Depression, a prevalent health condition, substantially impacts both socioeconomic outcomes and individual wellbeing. Despite the availability of diagnostic tools, existing approaches for identifying depression severity often rely on single-indicator approaches, limiting accuracy. This retrospective study evaluates a multi-parameter analytics-enabled Identification and Stratification (IDS) framework designed to improve depression identification and severity stratification by leveraging health insurance claims and electronic health record data. For the evaluation, Highmark Health dataset was used, consisting of records for members aged 18 + with at least one healthcare encounter. The IDS framework identified 720,882 members with depression (16.6% of the population). The framework identified 258,206 more members (5.9% of the population) compared to using diagnoses alone. The stratification rules revealed variability in prevalence, with 5.0% mild, 8.5% moderate, 2.2% severe, with the remaining 0.9% in unknown, remission, or minimal. The IDS rules escalated 46% of mild and 19% of moderate cases to higher severity compared to single indicator assessments. Expenses for severe depression were, on average, 2.5 times higher than for minimal. The IDS framework demonstrated utility in identifying members with depression by linking fragmented data sources. Aligning multiple indicators provided a more comprehensive identification and a more nuanced severity evaluation compared to individual data elements. This enables targeting of cost-effective digital self-care tools to milder cases while reserving higher cost interventions for the most severely ill, potentially reducing costs while maintaining health outcomes. Implementation of this integrative platform can help focus efforts on those with the highest need and bridge the gap in treating depression.

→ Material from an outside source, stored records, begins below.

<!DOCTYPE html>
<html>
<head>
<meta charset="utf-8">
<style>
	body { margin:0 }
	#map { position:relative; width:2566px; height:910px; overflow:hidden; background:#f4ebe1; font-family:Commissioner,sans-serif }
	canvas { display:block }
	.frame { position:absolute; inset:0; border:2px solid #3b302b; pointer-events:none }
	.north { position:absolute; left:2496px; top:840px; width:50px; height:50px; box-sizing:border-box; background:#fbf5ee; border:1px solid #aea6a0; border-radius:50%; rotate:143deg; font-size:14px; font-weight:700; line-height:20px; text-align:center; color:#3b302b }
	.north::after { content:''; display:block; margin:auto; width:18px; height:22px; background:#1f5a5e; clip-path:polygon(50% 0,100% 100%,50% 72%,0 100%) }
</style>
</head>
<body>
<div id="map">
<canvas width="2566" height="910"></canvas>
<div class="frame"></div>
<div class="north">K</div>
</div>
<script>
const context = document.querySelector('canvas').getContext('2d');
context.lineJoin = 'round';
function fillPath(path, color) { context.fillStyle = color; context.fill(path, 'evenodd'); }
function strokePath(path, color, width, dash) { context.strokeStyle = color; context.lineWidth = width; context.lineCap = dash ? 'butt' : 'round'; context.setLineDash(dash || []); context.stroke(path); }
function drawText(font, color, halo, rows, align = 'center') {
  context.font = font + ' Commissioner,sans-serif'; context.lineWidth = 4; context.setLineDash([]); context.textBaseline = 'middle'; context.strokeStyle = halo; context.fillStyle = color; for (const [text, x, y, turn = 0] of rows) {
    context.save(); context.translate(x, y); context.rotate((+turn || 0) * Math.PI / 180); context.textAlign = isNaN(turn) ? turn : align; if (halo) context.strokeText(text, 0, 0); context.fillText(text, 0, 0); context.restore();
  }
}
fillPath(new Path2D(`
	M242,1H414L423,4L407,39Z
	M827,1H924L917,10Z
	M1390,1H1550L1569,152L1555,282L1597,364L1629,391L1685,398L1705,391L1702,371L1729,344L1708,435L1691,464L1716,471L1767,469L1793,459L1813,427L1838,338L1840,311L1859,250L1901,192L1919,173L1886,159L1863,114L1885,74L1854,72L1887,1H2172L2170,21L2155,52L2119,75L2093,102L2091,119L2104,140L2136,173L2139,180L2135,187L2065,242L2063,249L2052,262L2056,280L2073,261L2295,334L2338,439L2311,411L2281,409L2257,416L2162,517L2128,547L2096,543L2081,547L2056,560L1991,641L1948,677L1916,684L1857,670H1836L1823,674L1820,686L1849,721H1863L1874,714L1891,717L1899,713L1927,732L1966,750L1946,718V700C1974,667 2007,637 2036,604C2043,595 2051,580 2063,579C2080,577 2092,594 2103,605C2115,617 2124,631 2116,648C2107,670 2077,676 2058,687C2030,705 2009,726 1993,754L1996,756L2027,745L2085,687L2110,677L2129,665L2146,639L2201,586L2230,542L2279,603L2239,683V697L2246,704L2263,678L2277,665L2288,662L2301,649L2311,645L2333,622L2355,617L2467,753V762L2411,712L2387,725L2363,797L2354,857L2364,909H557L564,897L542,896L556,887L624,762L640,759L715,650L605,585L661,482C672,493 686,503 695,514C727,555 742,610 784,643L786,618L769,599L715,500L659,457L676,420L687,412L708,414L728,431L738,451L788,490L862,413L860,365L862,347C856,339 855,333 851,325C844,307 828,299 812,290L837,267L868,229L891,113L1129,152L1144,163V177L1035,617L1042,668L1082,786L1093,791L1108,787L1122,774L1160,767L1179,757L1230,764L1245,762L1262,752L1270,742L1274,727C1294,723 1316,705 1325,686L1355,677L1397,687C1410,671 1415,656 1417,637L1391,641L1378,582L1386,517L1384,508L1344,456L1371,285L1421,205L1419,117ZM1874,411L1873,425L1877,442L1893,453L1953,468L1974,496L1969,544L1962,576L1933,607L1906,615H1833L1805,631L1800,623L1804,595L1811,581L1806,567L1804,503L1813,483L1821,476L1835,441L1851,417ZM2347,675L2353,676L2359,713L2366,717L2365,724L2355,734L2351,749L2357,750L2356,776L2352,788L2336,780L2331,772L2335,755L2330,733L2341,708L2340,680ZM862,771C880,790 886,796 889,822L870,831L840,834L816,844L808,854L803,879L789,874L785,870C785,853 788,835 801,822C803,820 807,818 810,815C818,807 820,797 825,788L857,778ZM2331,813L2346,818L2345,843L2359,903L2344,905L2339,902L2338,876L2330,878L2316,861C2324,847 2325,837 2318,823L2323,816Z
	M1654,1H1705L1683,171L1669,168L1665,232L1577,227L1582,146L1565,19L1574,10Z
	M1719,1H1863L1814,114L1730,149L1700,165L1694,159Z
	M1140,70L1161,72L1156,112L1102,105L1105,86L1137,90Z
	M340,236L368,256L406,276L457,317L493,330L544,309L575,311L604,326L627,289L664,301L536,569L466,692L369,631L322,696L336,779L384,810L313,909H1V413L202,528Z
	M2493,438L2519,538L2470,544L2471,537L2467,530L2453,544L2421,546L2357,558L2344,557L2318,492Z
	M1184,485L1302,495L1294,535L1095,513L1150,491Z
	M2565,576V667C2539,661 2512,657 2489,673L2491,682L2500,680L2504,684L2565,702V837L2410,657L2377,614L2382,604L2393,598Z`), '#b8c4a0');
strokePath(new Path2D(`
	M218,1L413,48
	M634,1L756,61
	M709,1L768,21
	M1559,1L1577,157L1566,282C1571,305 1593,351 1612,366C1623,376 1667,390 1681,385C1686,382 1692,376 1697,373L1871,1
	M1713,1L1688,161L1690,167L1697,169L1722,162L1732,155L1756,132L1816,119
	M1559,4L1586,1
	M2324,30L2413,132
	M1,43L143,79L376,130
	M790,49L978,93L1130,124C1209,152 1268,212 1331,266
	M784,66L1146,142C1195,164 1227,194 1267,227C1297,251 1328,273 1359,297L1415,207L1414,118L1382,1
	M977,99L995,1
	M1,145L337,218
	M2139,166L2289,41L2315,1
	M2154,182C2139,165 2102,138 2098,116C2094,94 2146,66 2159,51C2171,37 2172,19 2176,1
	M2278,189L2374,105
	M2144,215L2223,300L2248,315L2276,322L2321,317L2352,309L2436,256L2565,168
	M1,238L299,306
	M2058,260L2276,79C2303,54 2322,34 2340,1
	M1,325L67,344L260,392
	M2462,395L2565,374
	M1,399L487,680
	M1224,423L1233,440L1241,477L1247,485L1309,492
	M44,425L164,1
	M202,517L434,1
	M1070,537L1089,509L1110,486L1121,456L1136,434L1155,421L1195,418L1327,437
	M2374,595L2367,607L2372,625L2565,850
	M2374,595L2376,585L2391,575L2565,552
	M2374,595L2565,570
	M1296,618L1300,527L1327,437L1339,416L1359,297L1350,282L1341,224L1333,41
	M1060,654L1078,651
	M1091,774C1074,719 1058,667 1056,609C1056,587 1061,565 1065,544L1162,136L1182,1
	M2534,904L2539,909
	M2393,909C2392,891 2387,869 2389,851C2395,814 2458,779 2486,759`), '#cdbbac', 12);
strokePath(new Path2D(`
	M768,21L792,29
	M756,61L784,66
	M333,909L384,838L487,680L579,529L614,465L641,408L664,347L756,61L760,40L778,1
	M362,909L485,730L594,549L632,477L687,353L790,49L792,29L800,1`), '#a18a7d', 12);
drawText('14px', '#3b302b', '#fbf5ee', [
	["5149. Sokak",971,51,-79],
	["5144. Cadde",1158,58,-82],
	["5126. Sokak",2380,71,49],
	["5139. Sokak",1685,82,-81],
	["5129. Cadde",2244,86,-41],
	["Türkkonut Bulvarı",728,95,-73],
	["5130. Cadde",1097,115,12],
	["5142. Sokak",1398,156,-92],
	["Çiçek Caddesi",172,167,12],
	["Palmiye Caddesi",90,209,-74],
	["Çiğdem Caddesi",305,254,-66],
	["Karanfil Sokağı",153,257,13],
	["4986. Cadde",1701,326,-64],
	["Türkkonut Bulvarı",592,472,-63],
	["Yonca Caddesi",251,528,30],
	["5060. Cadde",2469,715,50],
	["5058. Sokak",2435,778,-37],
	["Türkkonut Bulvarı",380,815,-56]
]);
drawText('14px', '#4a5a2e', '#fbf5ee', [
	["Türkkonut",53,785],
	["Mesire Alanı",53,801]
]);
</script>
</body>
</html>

抑郁症是一种普遍存在的健康状况,对社会经济成果和个人幸福感都有重大影响。尽管有诊断工具,但现有的识别抑郁症严重程度的方法往往依赖单一指标方法,限制了准确性。这项回顾性研究评估了一个启用多参数分析的识别与分层(IDS)框架,该框架旨在通过利用健康保险理赔和电子健康记录数据来改善抑郁症的识别和严重程度分层。为了进行评估,使用了Highmark Health数据集,该数据集由18岁及以上且至少有一次医疗就诊记录的成员记录组成。IDS框架识别出720,882名患有抑郁症的成员(占总人口的16.6%)。与仅使用诊断相比,该框架多识别出258,206名成员(占总人口的5.9%)。分层规则显示患病率存在差异,轻度为5.0%,中度为8.5%,重度为2.2%,其余0.9%为未知、缓解或轻微状态。与单一指标评估相比,IDS规则将46%的轻度病例和19%的中度病例提升到更高严重程度。重度抑郁症的费用平均比轻微抑郁症高出2.5倍。IDS框架通过链接分散的数据源,在识别抑郁症患者方面显示出实用性。与单个数据元素相比,整合多个指标提供了更全面的识别和更细致入微的严重程度评估。这使得能够将具有成本效益的数字自我护理工具针对较轻病例,同时为最严重的患者保留更高成本的干预措施,有可能在维持健康结果的同时降低成本。实施这个综合平台有助于将努力集中在最有需求的人群上,并弥合抑郁症治疗的差距。